Antifragility and complexity 

“The entire idea of via negativa is omission does not have side effects and the branching chain of unintended consequences” -Nassim Taleb
While I didn’t used to understand antifragility besides the superficiality, now it is clear to me that what Taleb calls antifragility is the same idea of Chris Langton calls the edge of chaos. Complexity lies in the edge of chaos. Antifragility is the system’s ability to walk the tight rope along the edge of chaos towards increasing complexity. Thus Antifragility is an aggregate or systemic characteristic. In a complex system the occasional minor shocks introduce changes into the system much like random mutations do in biology. These minor shocks are what allows natural selection to weed out the fragile in any system. As a result the aggregate becomes better. Natural selection does not work to add antifragile or even robust individuals into the system , but rather work to remove the fragile from the system. In the western world, we love to add but rarely do we subtract. If there is a problem, we add something to fix it instead of getting rid of the problem in of itself. We build fragile skyscrapers and add reinforcements to prevent collapse. We eat ourselves sick and add a pill to bring us back to health. We created a financial mess by blindly wielding convoluted derivatives, then tried to fix this mess by adding the onerous Dodd Frank Act, and now we are trying to add more legislature to repeal it. Much of history has been spent on fixing things that shouldn’t have been necessary to be fixed in the first place. The ultimate result is that the entire system becomes more fragile because with every addition comes many higher order consequences. The classics (Heraclitus, Seneca, but NEVER Plato) and the various eastern (Buddhism, Taoism etc) and western philosophies (stoicism, nihilism, certain parts of Christianity, etc) have all stressed the importance of either removing (via negativa) worldly desires completely, or accepting (not adding to) the workings of the world. Observe how the world works, and increase our optionality so we are able to react to it if good fortune were to grace us. 
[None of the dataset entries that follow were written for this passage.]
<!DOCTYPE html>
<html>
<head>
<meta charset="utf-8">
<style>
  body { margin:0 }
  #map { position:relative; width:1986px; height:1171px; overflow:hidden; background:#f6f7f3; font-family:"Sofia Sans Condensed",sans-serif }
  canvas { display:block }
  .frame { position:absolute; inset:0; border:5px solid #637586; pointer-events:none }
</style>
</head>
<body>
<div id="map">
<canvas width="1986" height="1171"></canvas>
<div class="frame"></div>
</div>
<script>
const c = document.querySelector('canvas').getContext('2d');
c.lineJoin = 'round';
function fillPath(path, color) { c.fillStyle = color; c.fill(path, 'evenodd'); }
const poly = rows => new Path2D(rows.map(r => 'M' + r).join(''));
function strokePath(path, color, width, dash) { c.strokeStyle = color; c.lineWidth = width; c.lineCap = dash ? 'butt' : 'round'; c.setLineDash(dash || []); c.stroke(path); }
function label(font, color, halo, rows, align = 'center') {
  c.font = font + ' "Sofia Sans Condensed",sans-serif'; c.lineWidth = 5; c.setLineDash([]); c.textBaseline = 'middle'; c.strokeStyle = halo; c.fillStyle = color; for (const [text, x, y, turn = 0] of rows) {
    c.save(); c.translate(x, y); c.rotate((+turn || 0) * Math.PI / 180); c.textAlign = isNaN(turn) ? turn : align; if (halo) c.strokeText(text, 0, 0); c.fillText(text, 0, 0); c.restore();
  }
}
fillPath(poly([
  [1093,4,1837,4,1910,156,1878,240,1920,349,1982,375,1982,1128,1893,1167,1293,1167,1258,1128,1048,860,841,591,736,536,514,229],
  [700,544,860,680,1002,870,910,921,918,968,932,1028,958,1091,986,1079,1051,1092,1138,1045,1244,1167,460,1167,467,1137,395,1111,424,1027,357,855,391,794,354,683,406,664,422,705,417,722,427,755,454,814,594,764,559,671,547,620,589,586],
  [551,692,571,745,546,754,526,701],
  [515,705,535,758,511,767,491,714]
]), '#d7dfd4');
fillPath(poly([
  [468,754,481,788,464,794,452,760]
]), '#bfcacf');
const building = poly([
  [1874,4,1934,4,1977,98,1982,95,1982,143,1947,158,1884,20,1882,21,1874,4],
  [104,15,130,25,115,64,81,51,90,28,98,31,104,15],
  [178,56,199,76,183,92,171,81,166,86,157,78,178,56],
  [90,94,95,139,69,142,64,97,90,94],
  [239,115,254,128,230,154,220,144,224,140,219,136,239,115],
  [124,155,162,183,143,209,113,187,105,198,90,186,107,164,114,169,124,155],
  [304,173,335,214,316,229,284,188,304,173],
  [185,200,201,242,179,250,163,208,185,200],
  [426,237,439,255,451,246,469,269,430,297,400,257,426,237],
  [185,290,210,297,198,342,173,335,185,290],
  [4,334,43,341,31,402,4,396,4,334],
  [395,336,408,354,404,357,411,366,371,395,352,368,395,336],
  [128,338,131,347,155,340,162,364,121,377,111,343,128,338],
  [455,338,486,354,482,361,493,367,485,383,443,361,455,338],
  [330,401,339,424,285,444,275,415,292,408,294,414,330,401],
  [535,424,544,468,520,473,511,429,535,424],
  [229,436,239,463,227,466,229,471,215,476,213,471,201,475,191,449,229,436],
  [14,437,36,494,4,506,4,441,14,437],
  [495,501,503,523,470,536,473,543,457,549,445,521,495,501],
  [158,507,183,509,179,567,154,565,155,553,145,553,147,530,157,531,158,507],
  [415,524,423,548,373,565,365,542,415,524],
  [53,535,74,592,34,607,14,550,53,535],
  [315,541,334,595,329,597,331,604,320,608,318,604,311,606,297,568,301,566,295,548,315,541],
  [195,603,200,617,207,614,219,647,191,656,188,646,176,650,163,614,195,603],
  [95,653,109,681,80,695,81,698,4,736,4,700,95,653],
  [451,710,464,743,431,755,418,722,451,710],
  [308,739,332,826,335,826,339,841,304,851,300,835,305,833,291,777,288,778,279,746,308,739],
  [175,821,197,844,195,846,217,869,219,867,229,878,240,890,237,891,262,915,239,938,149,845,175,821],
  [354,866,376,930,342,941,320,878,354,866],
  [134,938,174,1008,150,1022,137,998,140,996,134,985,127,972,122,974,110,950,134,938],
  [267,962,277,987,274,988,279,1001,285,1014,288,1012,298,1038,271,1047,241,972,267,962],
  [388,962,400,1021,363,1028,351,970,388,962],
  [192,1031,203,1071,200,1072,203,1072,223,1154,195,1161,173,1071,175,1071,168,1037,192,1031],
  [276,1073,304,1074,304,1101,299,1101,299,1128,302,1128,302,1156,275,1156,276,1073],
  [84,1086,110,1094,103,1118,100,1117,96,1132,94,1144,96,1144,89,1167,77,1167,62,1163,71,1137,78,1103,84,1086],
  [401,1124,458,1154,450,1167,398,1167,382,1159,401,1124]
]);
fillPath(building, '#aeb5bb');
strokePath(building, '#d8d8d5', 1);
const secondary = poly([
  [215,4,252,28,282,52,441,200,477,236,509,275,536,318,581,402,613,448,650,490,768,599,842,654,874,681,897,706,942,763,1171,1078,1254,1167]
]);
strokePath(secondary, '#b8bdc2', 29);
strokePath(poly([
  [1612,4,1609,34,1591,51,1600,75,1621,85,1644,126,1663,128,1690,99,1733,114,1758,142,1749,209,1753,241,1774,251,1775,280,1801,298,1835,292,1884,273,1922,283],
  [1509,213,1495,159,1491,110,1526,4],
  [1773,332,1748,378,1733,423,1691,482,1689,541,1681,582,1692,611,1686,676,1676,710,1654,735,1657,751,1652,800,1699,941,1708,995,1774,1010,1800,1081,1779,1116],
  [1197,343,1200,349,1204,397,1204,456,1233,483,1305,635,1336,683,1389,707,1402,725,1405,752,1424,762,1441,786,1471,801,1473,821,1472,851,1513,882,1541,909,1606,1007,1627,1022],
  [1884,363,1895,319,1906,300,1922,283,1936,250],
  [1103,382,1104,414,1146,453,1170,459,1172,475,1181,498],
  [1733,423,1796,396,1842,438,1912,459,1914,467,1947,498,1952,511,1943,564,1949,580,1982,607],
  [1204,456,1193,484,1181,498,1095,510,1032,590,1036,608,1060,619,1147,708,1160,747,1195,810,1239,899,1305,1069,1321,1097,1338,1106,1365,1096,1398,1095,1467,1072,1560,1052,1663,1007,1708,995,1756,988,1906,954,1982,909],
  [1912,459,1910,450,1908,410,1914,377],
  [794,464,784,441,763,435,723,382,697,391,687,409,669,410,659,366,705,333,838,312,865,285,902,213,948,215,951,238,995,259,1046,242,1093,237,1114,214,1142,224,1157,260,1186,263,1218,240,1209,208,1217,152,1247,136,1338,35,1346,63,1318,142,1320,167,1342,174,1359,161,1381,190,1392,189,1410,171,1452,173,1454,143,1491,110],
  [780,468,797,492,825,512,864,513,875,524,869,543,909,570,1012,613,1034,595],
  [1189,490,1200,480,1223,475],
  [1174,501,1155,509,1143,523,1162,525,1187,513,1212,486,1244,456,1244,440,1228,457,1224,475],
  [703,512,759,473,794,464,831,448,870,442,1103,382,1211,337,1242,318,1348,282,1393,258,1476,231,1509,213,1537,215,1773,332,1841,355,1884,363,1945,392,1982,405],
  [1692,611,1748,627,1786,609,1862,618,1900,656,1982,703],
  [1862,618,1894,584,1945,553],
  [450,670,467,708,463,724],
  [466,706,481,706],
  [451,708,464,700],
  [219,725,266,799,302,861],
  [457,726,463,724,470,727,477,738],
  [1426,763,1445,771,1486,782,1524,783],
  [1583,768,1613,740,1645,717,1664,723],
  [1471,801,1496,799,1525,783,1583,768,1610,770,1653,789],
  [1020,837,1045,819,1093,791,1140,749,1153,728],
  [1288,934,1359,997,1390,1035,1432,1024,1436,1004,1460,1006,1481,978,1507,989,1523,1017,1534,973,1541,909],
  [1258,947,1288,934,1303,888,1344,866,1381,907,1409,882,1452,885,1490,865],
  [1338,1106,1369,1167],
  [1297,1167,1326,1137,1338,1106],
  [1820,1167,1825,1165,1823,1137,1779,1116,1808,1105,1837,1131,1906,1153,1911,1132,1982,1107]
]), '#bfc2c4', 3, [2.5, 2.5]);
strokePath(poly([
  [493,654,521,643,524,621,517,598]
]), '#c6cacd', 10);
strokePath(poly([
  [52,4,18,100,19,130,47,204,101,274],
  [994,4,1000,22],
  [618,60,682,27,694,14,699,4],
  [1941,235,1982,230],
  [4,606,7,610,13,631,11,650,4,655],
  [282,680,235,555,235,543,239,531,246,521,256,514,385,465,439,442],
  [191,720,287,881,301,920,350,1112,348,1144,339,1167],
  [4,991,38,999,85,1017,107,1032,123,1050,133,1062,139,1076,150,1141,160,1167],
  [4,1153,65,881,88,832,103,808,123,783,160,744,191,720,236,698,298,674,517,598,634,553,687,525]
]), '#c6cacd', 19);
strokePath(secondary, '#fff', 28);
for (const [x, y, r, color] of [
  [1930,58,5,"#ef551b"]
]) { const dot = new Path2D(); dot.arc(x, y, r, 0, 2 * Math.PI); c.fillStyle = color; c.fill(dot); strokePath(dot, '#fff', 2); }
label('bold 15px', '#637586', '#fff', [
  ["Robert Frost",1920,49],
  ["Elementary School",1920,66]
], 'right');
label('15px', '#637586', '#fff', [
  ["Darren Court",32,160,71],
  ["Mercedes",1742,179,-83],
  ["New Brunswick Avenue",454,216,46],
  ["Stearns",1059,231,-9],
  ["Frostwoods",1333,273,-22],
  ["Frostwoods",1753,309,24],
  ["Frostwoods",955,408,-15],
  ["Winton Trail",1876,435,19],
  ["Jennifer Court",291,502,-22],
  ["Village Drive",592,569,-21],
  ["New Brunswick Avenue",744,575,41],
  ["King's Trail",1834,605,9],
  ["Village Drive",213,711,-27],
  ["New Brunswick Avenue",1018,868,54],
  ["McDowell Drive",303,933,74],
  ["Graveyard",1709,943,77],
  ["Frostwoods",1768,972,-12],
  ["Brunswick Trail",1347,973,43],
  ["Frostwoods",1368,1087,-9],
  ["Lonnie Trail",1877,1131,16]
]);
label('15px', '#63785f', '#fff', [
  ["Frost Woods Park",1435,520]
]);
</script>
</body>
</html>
It’s time we realize that one can do much more good by removing evil. Via negative is essentially the hippocratic oath of life. Whatever we choose to do in the world, primum non nocere

Cruel life


Karl Popper: The Open Society and its Enemies.
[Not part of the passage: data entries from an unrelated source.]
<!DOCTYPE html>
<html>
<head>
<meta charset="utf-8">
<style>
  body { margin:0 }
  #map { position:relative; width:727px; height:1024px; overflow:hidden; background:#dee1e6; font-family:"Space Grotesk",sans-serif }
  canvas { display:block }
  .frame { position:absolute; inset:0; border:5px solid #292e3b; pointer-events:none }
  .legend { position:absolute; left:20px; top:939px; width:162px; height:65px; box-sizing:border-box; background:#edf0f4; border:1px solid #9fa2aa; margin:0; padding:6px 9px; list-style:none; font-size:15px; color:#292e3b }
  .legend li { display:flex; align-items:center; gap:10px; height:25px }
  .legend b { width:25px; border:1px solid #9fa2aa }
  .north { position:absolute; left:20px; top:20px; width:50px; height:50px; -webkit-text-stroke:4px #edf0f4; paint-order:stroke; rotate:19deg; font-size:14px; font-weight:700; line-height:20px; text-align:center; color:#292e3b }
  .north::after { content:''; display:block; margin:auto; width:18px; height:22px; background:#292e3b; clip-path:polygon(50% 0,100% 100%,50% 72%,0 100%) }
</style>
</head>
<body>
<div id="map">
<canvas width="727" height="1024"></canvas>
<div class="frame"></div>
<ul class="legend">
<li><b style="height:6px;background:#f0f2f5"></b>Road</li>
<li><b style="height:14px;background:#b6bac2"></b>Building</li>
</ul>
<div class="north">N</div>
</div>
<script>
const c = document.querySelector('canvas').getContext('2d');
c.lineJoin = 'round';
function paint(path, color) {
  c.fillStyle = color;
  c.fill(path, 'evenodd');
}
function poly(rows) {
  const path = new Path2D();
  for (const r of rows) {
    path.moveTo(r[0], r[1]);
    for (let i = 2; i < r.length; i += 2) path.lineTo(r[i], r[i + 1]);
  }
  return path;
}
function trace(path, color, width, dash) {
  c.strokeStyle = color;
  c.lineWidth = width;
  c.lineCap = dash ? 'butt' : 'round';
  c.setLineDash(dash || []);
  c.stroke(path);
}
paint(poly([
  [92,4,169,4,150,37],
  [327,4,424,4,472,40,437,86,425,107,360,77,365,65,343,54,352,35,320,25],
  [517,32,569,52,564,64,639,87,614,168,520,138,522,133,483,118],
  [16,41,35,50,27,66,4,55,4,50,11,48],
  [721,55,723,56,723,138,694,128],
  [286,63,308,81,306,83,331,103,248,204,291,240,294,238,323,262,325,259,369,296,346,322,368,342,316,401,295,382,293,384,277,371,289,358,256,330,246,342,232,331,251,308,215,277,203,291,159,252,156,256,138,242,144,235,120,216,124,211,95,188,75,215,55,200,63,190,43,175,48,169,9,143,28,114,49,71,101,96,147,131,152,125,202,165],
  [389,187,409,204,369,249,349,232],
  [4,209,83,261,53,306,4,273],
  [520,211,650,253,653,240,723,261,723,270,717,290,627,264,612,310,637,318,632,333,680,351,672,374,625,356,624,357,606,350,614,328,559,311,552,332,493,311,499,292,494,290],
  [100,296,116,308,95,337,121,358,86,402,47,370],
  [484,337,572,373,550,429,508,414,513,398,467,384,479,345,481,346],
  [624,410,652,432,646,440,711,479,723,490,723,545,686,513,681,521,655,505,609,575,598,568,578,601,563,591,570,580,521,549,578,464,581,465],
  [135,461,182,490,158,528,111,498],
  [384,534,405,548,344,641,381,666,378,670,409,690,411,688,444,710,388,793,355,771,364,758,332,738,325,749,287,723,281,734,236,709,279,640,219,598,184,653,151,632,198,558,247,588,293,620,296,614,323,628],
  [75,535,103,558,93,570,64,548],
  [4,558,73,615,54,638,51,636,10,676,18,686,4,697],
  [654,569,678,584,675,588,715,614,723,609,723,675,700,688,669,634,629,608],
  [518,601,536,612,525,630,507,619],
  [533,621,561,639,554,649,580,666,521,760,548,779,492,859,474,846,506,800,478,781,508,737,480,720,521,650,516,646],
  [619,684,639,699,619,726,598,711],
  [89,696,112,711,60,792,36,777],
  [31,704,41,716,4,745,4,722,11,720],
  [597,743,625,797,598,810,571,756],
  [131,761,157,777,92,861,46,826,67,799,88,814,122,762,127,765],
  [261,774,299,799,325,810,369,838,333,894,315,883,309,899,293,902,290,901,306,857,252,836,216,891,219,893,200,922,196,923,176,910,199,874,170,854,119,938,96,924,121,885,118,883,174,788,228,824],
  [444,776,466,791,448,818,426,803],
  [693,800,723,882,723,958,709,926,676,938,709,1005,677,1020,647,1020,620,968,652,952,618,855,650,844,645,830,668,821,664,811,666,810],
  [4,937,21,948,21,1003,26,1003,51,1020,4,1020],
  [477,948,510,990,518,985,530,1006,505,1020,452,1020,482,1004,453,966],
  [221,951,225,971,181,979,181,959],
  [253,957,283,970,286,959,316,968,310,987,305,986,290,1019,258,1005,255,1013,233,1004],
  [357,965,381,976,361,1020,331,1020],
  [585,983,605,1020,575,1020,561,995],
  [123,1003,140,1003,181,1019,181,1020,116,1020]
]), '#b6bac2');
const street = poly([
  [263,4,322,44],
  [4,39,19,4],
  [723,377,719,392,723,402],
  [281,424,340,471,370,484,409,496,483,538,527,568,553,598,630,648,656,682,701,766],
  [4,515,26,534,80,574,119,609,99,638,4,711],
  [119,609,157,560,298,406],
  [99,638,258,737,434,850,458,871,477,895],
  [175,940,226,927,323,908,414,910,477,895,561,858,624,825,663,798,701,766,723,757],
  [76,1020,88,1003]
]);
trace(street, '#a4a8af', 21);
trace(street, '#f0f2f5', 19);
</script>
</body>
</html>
What Mises, Friedman and other liberal free market advocates will rightly respond is that these children would otherwise been in worse situations or not have been born at all because their parents wouldn’t have had the ability to even nurture them to their age. However it is not arguable that a truly unrestrained free market system at its very inception in the 1800s created a system of rampant and vile exploitation of the workers. The market eventually rights itself, as Mises noted in Human Action, and working conditions eventually do improve as the standard of living enriches through the very capitalistic “exploitations” themselves. But those caught in the initial toils would never be able to recover anything for their sacrifices. Their toils have been put into the system and they will never taste the rewards of their cruel labor. Such is the cruelties of life. It is life that show disdain for humanity and equality. Marx is right to say that a system is fundamentally above the individual, but the systemic exploitation is not from the bourgeoise but rather the conditions of life. The true exploiter of human being and the source of all miseries is life itself. Life is not beautiful. Life is miserable. It is the fact that all inputs into the system must be guaranteed and “prepaid” and all outputs from life is on purely speculative grounds that causes many issues of the “class struggle”. The bourgeoisie advanced to where they were due to the risks they took and the failures that others similar to them suffered. They exploited the proletarian because of self preservation, and the old adage that if they don’t do it, somebody else will. The reason the bourgeoisies claims ownership to all of their returns is because they have equally “paid” to life just as the proletarians have, only they have paid partly in risks rather than pure work.  In their minds, they have also paid much toils, and deserves much spoils. Therefore the ultimate source of this cruel system is very much life itself. The system is not a conspiracy created to benefit any single individual or groups. The system is impartially cruel to all, nobody is exploiting others without being exploited themselves. It might have been the greatest philosophical insight when Sophocles uttered that maybe the greatest boon is to have never been born at all.